There is really no need for such assumptions. What needs to be remedied is the foolish government interference with free enterprise, and the reevangelisation of more people to do good and avoid evil.
Wealth has to be produced before it can be distributed and the work of the entrepreneur is highly valued by Christ. So what is needed is more good people who produce what is needed and consume and interact with prudence, justice, fortitude and temperance.
Dr Alejandro Chafuen: Economics “is the study of the formal applications that can be deduced from the fact that human beings act purposefully. It does not consider whether these actions are good or bad (an ethical question). Economic science is value free. It analyses cause and effect relationships that, if true, are scientific….only human acts can be judged morally.” (
Christians For Freedom, Ignatius, 1986, p 33).
As Fr James V Schall explains of
Centesimus Annus: “These ways can be known and imitated, but they must include a juridical system, profit, enterprise, knowledge, exchange, a market, voluntary organizations, a relatively independent economy, private property, and a respect for work and excellence.” (*Does Catholicism Still Exist?, *Alba House, 1994, p 185).
Fr Percy states that Leo XIII has acknowledged that “Private property is intimately related to private initiative. In order to preserve the right to private property, one must respect the right to private initiative – one is not possible without the other.” [See Fr Percy, *Entrepreneurship in the Catholic Tradition, p 98].

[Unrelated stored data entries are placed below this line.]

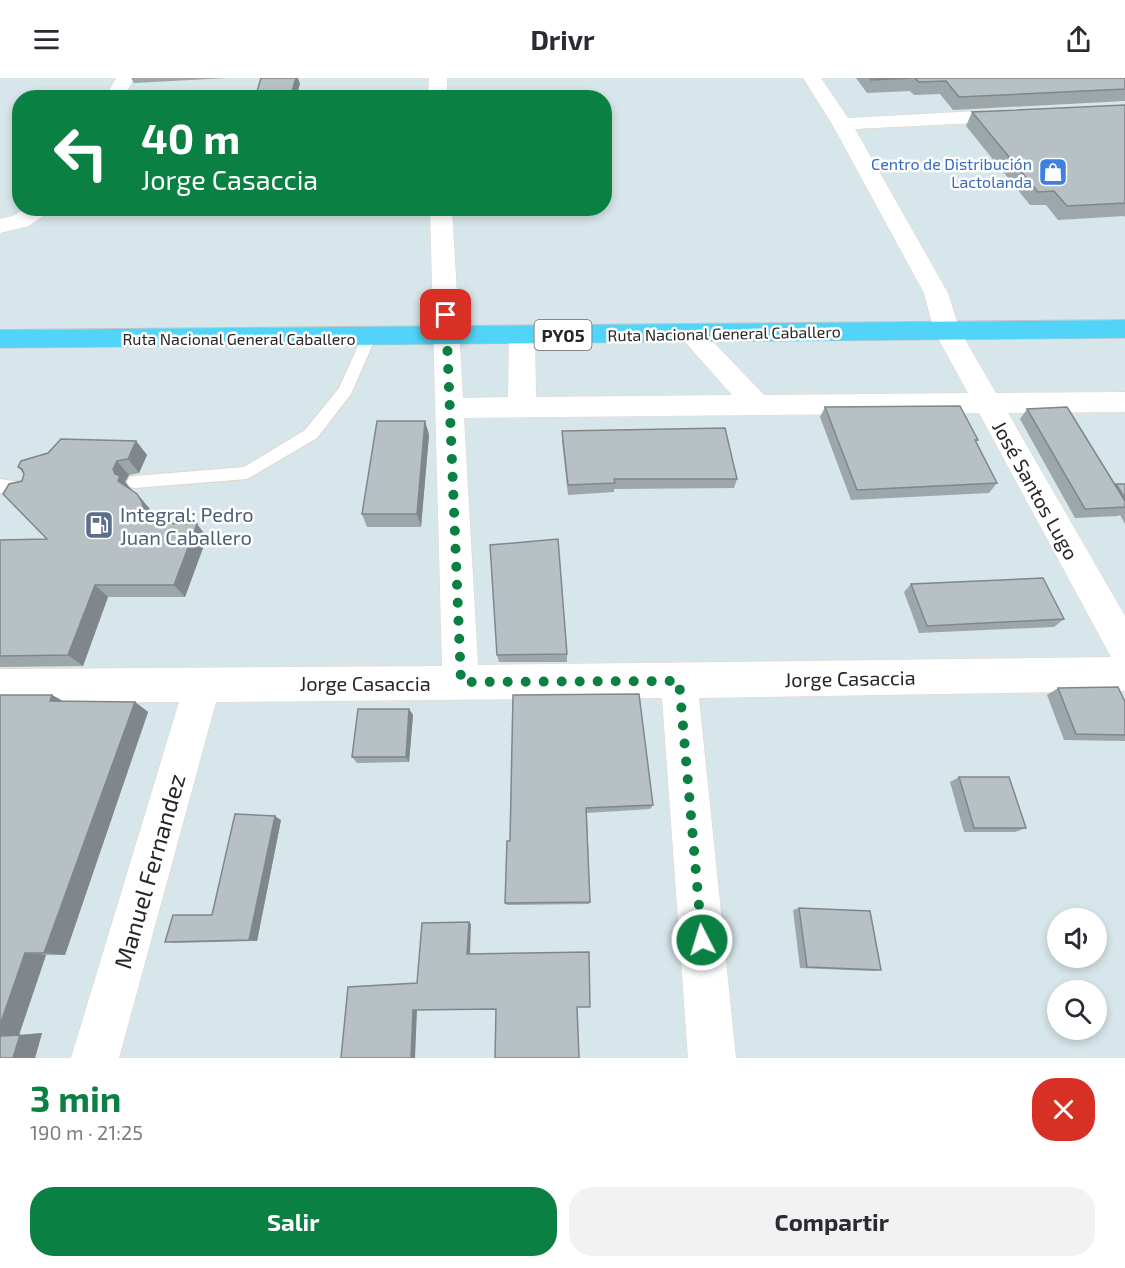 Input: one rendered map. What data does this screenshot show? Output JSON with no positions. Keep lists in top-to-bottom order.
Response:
{
  "streets": {
    "highway": ["Ruta Nacional General Caballero", "PY05"],
    "street": ["José Santos Lugo", "Jorge Casaccia", "Manuel Fernandez"]
  },
  "crossings": [
    ["Ruta Nacional General Caballero", "José Santos Lugo"],
    ["Jorge Casaccia", "Manuel Fernandez"]
  ],
  "places": {
    "shop": ["Centro de Distribución Lactolanda"],
    "fuel station": ["Integral: Pedro Juan Caballero"]
  },
  "page": {
    "header": "Drivr",
    "turn": ["40 m", "Jorge Casaccia"],
    "heading": ["3 min", "190 m · 21:25"],
    "buttons": ["Salir", "Compartir"]
  }
}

“We can thus affirm unambiguously that Jesus Christ ‘looks with love on upon human work’ and that the work of the merchant – the businessman or the entrepreneur – is one of the ‘different forms’ of work that is affirmed. The parable of the talents makes this clear by its reference to money, trading, risk taking and banking.”

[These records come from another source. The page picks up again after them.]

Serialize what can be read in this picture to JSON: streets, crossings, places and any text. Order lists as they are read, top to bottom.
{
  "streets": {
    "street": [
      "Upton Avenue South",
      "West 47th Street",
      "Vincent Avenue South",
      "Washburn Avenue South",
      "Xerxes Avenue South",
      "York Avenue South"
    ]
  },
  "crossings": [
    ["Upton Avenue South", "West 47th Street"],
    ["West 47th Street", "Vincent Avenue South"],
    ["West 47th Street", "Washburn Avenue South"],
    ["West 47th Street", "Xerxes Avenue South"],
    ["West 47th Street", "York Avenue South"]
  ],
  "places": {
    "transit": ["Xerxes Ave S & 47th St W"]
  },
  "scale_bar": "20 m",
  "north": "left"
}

Entrepreneurship in the Catholic Tradition, Fr Anthony G Percy, Lexington Books, 2010, p 48-49].
Just as Christ’s parable of the Talents most strikingly acknowledges Christ’s respect for the work of business, so does the parable of the Dishonest Steward – the steward is dishonest, “but the nature of his work is not. In fact by praising his shrewdness, Christ admires his opportunism. While the steward abuses the trust his master extends to him, it must be recognised that the nature of the work that is entrusted to him is fundamentally good. The sin of the steward is his misuse of his master’s business, not the work of business itself.”
Entrepreneurship in the Catholic Tradition, Fr Anthony G Percy, Lexington Books, 2010, p 47].
As is indicated in Luke (12:29-31): “you must not set your heart on things to eat and things to drink; nor must you worry. It is the pagans of this world who set their hearts on all these things. Your father well knows you need them. No; set your hearts on His kingdom, and these other things will be given you as well.”
Dr Chafuen notes that “many people close to Jesus were quite wealthy for their times. Joseph seems to have had his own business and perhaps a donkey; Peter owned a fishing boat, and Matthew was a tax collector. Jesus praised the rich man Zaccheus. It was the wealthy Joseph of Arimathea who kept faith even when the Apostles were beset by doubt (Mt 27:57). Jesus does not condemn the possession of riches but, rather disordered attachment to them.” Notice also that Jesus did not ask His Apostles to renounce their property.
Christians For Freedom, Ignatius 1986, p 45].